C’est par ces productions plus ou moins étendues de tant d’auteurs qui ont concouru aux progrès de la théorie de la Médecine, que nous reconnoissons tous les avantages de l’experience : nous y voyons par-tout que ses progrès dépendent de l’accroissement des connoissances qu’on peut puiser dans la pratique de cet art ; que ces connoissances doivent être éclairées par la physique du corps humain ; que cette physique tire elle-même des lumieres d’autres sciences qui naissent aussi de l’expérience ; & qu’ainsi l’avancement de la théorie qui peut guider dans la pratique, dépend de l’accroissement de tous ces différens genres de connoissances, & des travaux des maîtres qui cultivent la Médecine avec gloire.

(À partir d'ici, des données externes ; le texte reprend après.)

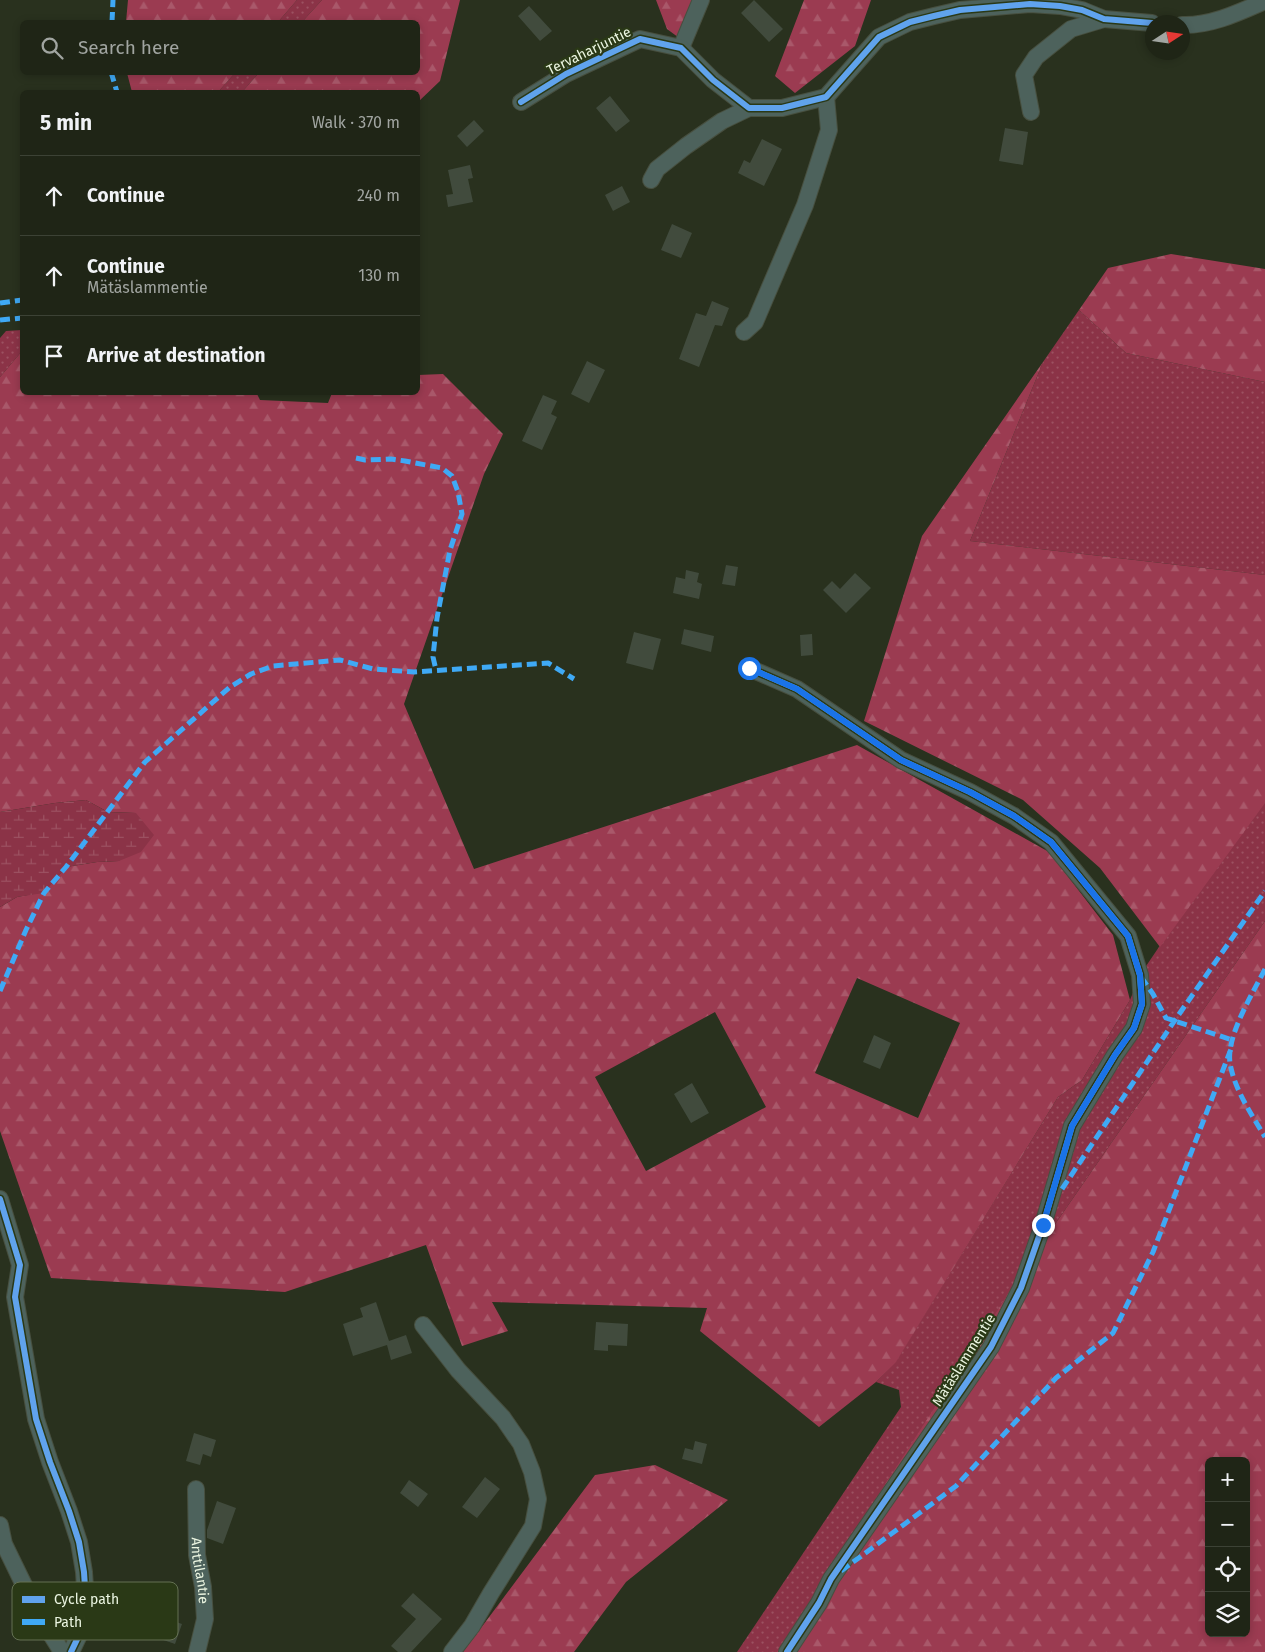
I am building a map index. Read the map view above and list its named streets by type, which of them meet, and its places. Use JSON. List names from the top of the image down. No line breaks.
{"streets":{"street":["Tervaharjuntie","Mätäslammentie","Anttilantie"]},"legend":["Cycle path","Path"],"north":"right","page":{"search":"Search here","heading":["5 min","Walk · 370 m"],"list":[["Continue","240 m"],["Continue","Mätäslammentie","130 m"],"Arrive at destination"],"map_buttons":["+","−"]}}
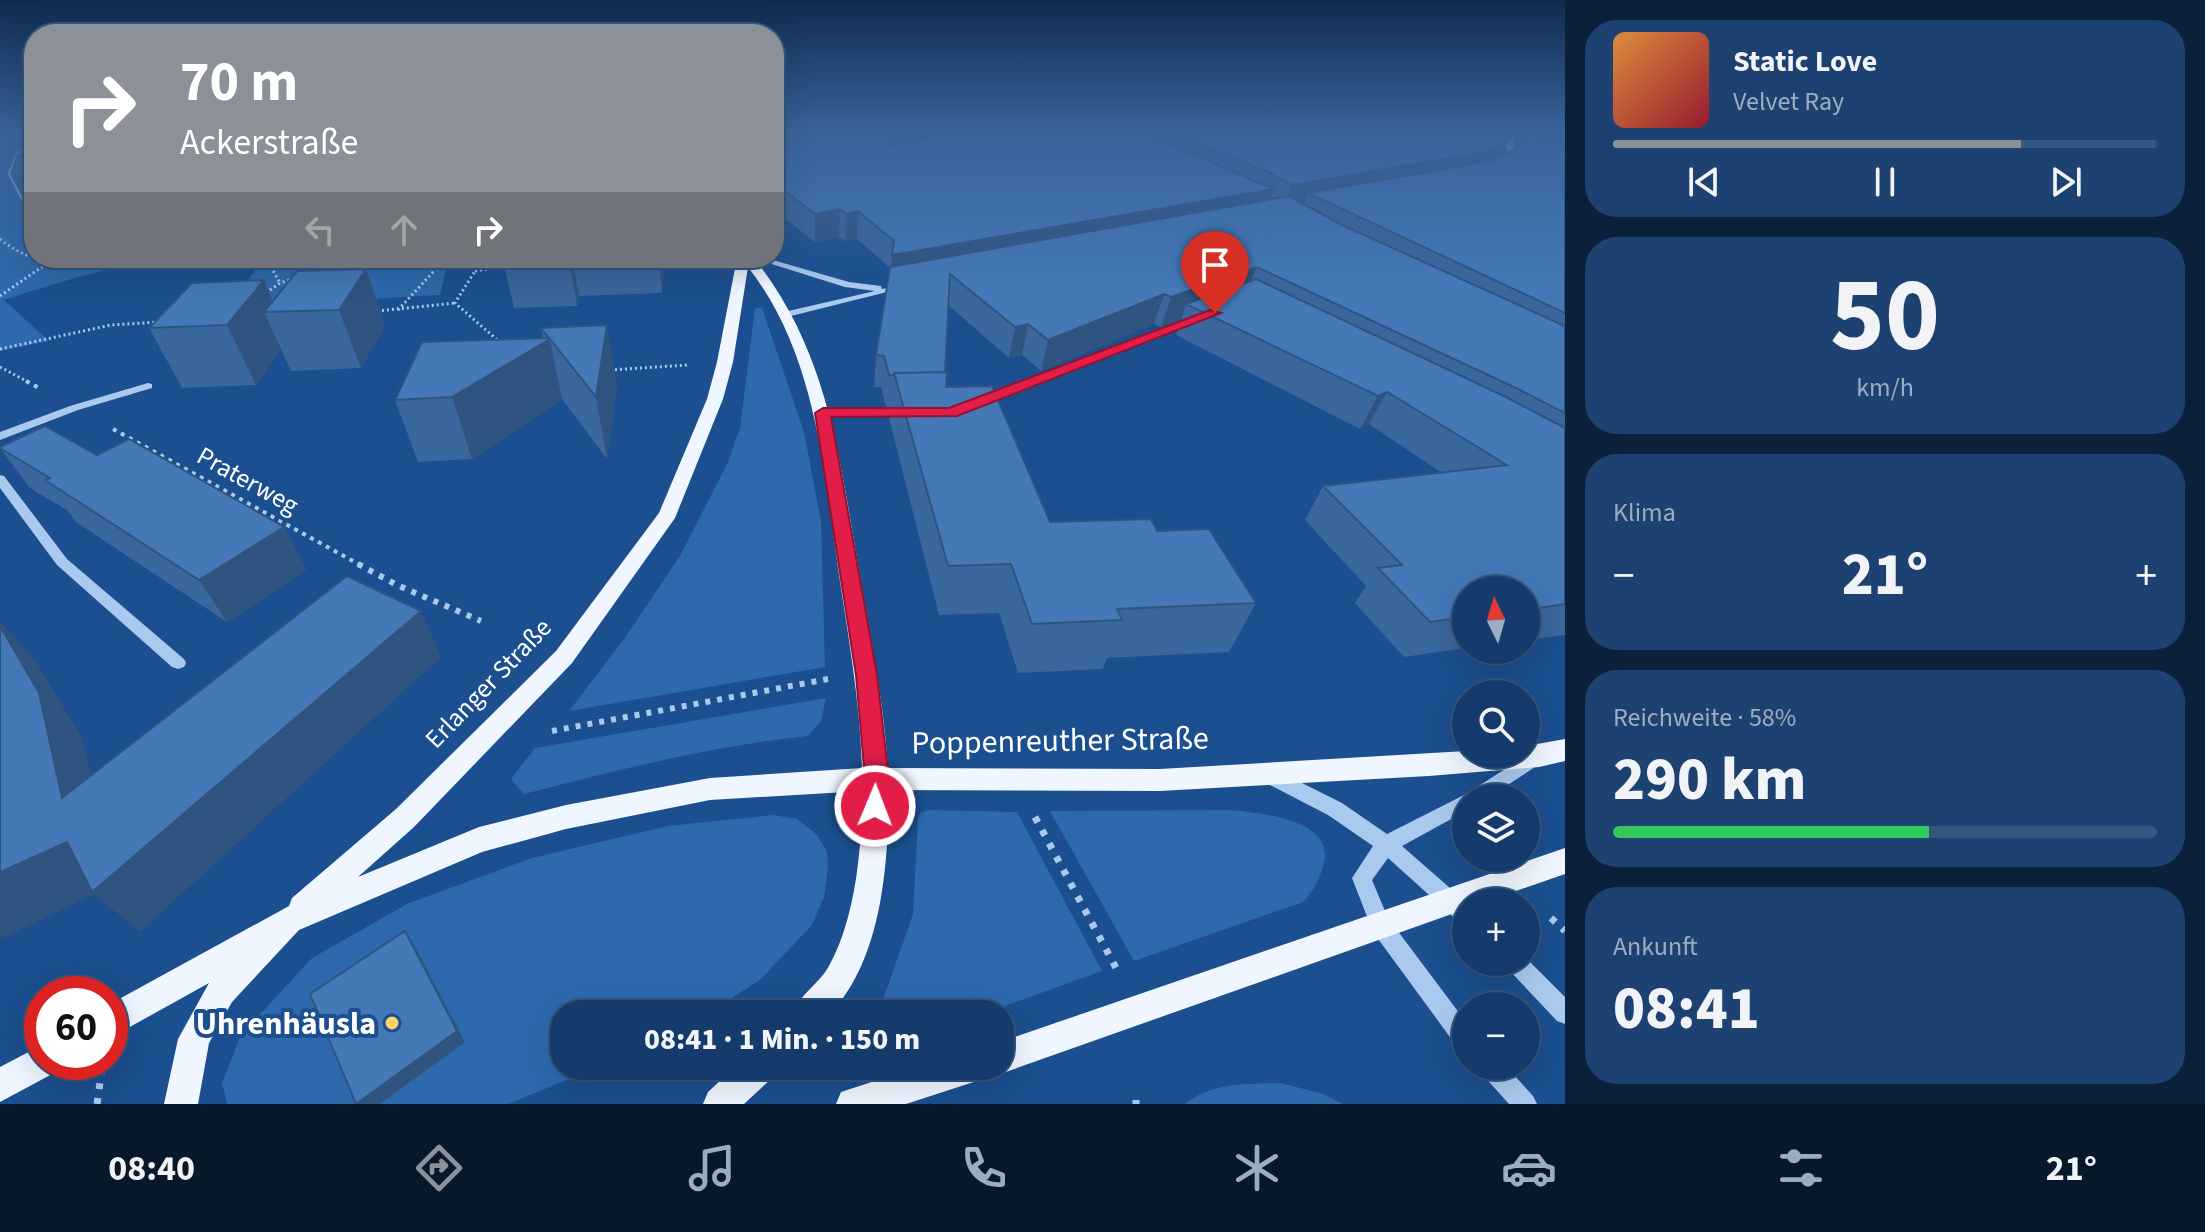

Mais les praticiens de routine, assujettis sans discernement aux méthodes vulgaires, loin de contribuer à l’avancement de la Médecine, ne font qu’en retarder les progrès ; car le public les présente ordinairement aux autres medecins comme des modeles qu’ils doivent imiter dans la pratique ; & ce suffrage aveugle & dangereux vient à bout de séduire des hommes sages. Extr. de la préf. du Dict. de Méd. traduite par M. Diderot, de l’angl. du D. James. (D. J.)

Médecine, parties de la, (Science.) La Médecine, comme je l’ai déja dit, est l’art de conserver la santé présente & de rétablir celle qui est altérée ; c’est la définition de Galien.